◆ Work request ◆
Go through the data and say how many lines include the string "results"; return only the figure.

◆ Provided information ◆
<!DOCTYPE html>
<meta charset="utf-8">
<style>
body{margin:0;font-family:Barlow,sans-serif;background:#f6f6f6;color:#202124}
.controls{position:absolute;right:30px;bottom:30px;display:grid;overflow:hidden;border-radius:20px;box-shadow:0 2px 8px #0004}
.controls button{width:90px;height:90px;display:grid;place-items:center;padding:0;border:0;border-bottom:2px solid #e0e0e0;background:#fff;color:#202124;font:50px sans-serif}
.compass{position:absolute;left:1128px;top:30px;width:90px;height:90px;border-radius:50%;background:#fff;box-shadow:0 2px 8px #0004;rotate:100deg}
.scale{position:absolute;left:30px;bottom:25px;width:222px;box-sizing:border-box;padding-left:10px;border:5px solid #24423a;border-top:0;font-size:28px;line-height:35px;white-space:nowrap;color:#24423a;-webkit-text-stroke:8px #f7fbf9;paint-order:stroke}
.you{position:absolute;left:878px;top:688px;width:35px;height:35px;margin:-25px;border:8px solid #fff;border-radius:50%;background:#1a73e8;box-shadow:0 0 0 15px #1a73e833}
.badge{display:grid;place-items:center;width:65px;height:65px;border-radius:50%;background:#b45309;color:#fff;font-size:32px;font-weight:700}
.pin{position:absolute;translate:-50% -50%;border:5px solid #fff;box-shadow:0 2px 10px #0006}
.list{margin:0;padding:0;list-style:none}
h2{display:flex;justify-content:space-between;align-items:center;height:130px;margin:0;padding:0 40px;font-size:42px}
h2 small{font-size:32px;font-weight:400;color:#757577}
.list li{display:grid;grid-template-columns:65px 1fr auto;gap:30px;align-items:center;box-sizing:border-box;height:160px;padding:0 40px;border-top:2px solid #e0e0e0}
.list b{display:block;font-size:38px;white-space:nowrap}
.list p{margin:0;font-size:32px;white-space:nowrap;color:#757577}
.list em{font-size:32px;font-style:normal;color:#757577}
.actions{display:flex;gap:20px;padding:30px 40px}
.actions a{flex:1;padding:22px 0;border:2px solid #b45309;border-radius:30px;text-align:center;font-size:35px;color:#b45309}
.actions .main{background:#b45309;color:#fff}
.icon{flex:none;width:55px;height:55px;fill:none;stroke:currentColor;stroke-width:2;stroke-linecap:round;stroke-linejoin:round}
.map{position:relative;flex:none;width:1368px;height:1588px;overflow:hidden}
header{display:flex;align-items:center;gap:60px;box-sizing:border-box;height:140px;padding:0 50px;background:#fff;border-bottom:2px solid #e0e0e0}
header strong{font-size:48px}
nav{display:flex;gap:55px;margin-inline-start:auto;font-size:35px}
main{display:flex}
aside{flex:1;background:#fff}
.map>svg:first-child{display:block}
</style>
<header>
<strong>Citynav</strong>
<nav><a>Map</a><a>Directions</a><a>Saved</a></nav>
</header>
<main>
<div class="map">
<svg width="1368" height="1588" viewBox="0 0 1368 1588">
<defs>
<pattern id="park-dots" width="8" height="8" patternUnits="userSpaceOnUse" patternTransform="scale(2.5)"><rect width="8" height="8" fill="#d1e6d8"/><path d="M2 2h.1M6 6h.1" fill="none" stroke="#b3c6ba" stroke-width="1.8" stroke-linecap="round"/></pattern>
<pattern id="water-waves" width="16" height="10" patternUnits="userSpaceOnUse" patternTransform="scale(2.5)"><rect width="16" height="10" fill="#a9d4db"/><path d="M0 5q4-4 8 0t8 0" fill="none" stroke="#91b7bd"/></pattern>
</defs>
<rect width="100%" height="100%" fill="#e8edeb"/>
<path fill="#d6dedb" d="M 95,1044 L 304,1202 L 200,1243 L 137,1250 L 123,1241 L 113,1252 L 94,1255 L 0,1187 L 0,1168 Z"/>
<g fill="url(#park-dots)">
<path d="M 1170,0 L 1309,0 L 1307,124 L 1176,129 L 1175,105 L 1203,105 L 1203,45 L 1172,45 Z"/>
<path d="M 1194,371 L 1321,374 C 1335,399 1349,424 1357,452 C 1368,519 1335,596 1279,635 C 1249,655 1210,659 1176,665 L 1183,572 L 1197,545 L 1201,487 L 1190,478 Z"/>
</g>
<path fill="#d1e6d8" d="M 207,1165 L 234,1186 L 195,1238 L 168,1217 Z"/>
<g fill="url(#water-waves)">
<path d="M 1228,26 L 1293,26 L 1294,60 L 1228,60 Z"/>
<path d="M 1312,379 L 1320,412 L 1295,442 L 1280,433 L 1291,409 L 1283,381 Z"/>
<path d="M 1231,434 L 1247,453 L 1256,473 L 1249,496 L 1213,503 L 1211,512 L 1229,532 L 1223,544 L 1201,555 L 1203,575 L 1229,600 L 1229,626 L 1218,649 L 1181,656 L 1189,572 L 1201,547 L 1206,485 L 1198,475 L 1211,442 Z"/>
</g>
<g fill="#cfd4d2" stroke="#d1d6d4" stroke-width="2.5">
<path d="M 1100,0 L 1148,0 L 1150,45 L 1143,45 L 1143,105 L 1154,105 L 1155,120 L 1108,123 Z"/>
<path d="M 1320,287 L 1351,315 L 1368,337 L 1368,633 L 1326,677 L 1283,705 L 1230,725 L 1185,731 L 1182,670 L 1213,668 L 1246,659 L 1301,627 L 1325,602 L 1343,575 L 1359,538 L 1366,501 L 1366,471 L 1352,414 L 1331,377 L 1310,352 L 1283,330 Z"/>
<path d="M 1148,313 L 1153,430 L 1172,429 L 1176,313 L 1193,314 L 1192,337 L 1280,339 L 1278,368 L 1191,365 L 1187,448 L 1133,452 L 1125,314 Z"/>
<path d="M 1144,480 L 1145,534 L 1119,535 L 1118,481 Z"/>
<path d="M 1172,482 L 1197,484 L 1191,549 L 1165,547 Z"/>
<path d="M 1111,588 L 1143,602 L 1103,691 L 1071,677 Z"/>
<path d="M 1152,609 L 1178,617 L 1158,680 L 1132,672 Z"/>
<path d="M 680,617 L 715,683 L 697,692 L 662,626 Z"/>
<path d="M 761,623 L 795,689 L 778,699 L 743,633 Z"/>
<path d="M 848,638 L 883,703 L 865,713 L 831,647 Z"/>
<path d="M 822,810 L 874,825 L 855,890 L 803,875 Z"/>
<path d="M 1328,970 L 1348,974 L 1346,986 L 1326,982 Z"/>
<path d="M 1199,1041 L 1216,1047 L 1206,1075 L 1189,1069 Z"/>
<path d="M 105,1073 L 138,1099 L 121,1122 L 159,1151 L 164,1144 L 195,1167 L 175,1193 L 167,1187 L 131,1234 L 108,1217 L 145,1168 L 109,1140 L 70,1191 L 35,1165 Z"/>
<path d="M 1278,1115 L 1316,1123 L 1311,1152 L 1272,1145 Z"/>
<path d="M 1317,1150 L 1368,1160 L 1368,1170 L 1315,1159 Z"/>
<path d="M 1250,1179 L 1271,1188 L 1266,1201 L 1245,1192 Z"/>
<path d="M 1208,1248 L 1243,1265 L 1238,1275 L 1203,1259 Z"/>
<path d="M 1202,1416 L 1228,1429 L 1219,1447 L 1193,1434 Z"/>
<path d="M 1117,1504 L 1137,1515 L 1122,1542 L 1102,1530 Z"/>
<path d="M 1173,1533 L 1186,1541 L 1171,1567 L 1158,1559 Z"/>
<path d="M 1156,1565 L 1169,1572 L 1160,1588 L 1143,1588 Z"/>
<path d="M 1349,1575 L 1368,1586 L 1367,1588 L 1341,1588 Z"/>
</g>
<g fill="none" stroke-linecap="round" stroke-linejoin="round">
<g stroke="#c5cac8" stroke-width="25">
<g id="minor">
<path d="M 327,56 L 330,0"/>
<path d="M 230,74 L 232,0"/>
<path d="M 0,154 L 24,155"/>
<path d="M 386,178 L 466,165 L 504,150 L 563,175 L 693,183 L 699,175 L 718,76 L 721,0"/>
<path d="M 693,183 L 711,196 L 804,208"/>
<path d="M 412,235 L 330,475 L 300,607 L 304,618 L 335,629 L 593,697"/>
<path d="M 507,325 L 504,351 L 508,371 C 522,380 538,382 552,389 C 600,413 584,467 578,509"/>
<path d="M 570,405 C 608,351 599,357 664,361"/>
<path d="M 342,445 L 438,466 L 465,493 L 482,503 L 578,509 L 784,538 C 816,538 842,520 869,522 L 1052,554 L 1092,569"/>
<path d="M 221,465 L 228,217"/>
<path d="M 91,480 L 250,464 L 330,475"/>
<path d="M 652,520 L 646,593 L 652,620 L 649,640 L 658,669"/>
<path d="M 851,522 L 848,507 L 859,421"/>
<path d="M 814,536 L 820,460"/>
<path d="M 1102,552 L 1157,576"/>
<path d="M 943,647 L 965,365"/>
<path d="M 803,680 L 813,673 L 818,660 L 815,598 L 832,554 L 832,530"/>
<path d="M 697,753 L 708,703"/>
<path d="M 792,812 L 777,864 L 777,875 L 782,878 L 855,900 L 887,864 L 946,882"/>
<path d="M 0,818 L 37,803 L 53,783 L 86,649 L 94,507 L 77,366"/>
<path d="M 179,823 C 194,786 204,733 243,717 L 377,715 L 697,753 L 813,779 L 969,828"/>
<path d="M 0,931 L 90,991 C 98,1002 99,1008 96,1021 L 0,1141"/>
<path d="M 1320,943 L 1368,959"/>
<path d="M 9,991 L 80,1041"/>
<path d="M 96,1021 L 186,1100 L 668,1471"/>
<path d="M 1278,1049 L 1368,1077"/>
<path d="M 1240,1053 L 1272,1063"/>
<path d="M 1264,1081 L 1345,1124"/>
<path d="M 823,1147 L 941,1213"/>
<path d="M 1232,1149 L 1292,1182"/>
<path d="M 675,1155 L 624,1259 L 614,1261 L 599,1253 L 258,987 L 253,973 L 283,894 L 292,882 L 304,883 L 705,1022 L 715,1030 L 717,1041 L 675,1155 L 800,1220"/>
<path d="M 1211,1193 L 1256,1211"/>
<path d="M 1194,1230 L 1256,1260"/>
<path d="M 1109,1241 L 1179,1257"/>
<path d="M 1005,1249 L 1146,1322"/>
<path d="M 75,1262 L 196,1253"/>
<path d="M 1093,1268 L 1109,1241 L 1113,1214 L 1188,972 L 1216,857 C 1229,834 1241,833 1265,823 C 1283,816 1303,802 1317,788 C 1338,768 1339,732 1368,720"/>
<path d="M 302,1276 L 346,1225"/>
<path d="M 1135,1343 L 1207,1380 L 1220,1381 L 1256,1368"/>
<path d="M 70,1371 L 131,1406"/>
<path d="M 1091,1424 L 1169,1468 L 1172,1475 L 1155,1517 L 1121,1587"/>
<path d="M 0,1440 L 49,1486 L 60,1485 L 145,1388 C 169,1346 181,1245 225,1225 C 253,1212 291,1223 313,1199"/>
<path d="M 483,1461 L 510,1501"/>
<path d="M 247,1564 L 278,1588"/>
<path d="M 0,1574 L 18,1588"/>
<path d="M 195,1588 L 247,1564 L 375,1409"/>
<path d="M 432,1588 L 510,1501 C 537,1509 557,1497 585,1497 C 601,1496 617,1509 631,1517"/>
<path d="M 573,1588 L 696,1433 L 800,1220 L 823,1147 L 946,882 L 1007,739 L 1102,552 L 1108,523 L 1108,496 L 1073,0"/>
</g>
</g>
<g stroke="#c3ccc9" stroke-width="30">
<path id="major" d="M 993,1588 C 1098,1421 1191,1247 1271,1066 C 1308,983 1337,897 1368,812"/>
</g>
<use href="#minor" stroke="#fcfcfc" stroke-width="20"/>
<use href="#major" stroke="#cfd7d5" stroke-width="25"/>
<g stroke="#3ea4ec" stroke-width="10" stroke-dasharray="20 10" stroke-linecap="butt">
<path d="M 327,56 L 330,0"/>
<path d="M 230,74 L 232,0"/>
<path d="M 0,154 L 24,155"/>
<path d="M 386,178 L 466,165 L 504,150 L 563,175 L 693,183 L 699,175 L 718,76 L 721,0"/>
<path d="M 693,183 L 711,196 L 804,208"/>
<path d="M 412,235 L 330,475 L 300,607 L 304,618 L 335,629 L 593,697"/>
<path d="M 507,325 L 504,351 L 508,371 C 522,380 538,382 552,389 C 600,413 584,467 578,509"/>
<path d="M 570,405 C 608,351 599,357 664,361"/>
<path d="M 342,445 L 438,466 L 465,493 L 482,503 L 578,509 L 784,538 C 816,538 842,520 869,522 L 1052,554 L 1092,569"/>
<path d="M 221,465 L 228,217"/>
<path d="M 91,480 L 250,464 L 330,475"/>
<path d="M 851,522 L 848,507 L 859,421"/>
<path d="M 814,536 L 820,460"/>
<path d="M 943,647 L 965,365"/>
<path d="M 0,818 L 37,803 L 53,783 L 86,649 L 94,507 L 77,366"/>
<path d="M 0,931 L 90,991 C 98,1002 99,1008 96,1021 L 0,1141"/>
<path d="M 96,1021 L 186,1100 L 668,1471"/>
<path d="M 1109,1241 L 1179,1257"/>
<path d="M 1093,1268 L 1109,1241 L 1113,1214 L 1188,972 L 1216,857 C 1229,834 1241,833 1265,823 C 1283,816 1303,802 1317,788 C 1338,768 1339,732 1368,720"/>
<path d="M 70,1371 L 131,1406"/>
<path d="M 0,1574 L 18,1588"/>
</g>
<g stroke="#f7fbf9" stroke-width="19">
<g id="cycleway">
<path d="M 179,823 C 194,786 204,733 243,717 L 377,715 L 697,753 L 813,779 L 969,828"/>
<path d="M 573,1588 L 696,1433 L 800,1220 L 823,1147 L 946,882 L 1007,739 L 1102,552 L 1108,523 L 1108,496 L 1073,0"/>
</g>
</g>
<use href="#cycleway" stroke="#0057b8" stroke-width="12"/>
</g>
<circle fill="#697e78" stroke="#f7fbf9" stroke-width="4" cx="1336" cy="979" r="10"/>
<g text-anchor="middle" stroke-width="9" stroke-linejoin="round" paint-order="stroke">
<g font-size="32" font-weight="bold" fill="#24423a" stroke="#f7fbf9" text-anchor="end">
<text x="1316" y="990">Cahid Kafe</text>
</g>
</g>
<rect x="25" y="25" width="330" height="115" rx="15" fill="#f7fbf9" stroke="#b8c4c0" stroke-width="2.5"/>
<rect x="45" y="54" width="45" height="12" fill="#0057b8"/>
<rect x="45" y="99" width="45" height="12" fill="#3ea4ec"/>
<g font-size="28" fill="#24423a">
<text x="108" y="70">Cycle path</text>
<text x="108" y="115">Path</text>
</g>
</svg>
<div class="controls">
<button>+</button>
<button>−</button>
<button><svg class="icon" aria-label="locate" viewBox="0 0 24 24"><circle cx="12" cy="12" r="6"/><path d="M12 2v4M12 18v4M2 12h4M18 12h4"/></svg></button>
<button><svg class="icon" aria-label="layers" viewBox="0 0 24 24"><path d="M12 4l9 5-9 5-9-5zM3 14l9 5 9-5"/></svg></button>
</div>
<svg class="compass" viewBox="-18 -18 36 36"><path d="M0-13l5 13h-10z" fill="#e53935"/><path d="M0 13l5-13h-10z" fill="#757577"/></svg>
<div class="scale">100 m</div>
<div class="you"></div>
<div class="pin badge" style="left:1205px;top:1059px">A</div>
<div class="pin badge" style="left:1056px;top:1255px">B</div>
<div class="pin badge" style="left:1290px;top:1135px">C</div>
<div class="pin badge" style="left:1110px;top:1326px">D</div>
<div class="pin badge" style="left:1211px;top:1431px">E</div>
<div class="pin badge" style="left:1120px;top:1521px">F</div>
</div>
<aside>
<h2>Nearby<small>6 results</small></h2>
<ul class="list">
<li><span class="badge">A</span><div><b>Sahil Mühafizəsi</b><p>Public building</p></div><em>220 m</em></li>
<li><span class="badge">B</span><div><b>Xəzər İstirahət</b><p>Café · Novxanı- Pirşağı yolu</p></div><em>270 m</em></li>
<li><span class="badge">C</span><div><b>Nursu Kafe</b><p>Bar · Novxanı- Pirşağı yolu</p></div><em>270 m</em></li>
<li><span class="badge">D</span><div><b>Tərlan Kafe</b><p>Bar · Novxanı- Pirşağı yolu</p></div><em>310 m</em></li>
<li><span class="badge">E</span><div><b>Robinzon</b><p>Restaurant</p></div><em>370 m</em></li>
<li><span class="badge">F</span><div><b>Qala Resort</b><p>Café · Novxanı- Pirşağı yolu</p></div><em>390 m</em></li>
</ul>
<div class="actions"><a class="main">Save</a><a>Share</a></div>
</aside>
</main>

---

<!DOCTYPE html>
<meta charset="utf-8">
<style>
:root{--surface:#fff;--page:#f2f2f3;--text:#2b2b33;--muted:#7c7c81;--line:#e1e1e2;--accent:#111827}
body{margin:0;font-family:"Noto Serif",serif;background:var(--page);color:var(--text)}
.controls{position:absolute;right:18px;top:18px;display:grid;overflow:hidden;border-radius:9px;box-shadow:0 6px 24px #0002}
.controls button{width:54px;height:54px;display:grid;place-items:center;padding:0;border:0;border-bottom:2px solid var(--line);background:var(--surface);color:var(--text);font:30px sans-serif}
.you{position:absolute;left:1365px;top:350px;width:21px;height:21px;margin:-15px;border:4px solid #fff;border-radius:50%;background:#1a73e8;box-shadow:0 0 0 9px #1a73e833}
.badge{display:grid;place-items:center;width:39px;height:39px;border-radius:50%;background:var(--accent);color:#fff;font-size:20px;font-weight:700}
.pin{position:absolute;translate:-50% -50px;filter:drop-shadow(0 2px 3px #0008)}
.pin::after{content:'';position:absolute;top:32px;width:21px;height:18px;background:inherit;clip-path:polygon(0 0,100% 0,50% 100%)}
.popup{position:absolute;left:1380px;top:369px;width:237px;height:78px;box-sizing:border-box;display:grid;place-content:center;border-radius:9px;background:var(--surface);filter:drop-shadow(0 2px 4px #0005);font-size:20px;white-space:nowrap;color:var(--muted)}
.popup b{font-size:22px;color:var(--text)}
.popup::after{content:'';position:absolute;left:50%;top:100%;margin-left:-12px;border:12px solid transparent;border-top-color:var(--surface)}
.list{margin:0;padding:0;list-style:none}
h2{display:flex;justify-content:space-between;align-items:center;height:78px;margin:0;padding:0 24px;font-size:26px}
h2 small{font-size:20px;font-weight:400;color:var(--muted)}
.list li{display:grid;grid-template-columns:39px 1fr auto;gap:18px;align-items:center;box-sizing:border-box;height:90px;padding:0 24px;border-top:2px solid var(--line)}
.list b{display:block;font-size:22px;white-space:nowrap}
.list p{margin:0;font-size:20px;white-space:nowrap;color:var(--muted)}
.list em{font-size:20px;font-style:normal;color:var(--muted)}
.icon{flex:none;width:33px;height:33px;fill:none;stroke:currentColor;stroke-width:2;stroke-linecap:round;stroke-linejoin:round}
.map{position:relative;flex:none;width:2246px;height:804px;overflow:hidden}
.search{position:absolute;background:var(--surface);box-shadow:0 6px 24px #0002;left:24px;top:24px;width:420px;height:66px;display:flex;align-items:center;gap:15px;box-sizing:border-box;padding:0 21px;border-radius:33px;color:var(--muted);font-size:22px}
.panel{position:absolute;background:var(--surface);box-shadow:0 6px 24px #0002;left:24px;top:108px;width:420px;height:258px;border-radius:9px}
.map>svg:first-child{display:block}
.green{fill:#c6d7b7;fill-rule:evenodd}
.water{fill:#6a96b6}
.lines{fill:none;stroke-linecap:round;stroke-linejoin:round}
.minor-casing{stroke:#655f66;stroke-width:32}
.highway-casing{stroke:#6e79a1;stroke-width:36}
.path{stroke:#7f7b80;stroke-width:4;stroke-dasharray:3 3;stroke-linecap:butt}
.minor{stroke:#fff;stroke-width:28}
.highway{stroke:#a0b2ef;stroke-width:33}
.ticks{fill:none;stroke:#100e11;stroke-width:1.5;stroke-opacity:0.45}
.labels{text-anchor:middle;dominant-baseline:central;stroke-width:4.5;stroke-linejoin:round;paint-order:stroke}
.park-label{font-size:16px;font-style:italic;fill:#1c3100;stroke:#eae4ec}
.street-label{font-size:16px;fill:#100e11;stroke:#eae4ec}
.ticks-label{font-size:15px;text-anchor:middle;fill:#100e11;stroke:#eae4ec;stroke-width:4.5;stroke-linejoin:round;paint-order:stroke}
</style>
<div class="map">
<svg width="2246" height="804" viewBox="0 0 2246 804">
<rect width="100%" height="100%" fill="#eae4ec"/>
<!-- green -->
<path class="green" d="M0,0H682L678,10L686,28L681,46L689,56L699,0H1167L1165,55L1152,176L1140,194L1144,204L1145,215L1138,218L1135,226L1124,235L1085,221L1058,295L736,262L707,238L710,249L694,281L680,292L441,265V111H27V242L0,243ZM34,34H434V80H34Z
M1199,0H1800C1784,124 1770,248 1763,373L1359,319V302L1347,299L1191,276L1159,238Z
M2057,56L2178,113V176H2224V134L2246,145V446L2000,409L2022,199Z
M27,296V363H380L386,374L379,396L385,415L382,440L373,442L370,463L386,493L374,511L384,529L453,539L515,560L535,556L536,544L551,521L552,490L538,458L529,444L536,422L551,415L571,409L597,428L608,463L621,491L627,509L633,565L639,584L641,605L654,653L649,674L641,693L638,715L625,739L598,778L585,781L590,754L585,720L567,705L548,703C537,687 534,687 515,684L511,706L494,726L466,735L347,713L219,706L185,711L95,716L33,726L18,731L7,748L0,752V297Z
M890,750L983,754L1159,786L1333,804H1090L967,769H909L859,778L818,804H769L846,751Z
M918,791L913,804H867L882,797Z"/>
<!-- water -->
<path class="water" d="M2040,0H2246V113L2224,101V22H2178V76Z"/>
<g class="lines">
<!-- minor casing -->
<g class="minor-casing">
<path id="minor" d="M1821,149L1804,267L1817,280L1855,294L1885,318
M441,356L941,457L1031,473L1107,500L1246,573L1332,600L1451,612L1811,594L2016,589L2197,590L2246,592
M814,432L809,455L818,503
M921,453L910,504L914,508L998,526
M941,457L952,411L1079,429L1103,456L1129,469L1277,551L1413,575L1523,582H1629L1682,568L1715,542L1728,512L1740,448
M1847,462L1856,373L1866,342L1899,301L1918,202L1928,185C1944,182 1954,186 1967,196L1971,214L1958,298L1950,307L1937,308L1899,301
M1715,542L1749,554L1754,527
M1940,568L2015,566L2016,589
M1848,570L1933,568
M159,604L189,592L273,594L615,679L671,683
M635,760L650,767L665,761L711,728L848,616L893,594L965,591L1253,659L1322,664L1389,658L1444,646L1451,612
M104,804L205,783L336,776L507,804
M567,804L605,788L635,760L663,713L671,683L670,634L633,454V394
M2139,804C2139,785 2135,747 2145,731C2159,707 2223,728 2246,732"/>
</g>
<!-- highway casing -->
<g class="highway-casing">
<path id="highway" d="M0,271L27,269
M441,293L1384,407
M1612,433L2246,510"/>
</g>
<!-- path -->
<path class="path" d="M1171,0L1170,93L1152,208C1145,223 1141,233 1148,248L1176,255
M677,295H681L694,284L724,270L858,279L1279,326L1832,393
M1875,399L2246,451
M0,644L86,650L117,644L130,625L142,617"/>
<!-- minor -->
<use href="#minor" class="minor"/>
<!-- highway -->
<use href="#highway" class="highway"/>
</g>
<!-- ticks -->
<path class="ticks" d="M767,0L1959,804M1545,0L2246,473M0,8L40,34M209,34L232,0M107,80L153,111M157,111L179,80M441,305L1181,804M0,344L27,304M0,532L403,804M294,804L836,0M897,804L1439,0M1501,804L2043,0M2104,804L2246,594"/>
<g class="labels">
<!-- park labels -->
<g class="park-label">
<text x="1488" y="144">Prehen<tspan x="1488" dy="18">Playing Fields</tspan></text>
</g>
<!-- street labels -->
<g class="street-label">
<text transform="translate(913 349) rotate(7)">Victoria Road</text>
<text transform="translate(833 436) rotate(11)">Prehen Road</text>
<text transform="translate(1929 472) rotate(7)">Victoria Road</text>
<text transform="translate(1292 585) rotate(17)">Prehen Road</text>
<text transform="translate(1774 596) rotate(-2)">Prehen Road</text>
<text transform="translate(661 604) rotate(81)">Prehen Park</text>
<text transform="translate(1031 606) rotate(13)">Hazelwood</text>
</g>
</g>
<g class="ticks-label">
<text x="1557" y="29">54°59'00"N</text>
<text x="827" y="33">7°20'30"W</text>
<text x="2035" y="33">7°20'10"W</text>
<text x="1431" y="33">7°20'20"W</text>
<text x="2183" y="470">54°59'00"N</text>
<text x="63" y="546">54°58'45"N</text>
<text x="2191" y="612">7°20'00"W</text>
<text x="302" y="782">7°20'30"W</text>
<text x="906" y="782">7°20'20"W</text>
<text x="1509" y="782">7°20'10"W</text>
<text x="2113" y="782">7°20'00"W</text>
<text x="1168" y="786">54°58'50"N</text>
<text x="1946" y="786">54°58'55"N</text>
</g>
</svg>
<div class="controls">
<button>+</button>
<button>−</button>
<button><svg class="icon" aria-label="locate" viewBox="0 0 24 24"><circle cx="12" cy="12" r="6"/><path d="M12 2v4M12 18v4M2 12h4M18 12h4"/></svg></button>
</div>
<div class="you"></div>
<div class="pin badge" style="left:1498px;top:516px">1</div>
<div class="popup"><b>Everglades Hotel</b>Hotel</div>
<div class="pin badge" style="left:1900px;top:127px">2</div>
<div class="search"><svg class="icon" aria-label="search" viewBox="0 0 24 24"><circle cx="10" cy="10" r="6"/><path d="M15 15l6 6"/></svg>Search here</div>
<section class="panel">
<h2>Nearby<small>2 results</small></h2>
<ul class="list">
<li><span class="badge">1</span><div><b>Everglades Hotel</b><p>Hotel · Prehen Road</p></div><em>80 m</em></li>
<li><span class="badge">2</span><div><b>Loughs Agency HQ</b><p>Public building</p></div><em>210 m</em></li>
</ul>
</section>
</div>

◆ Problem solution ◆
2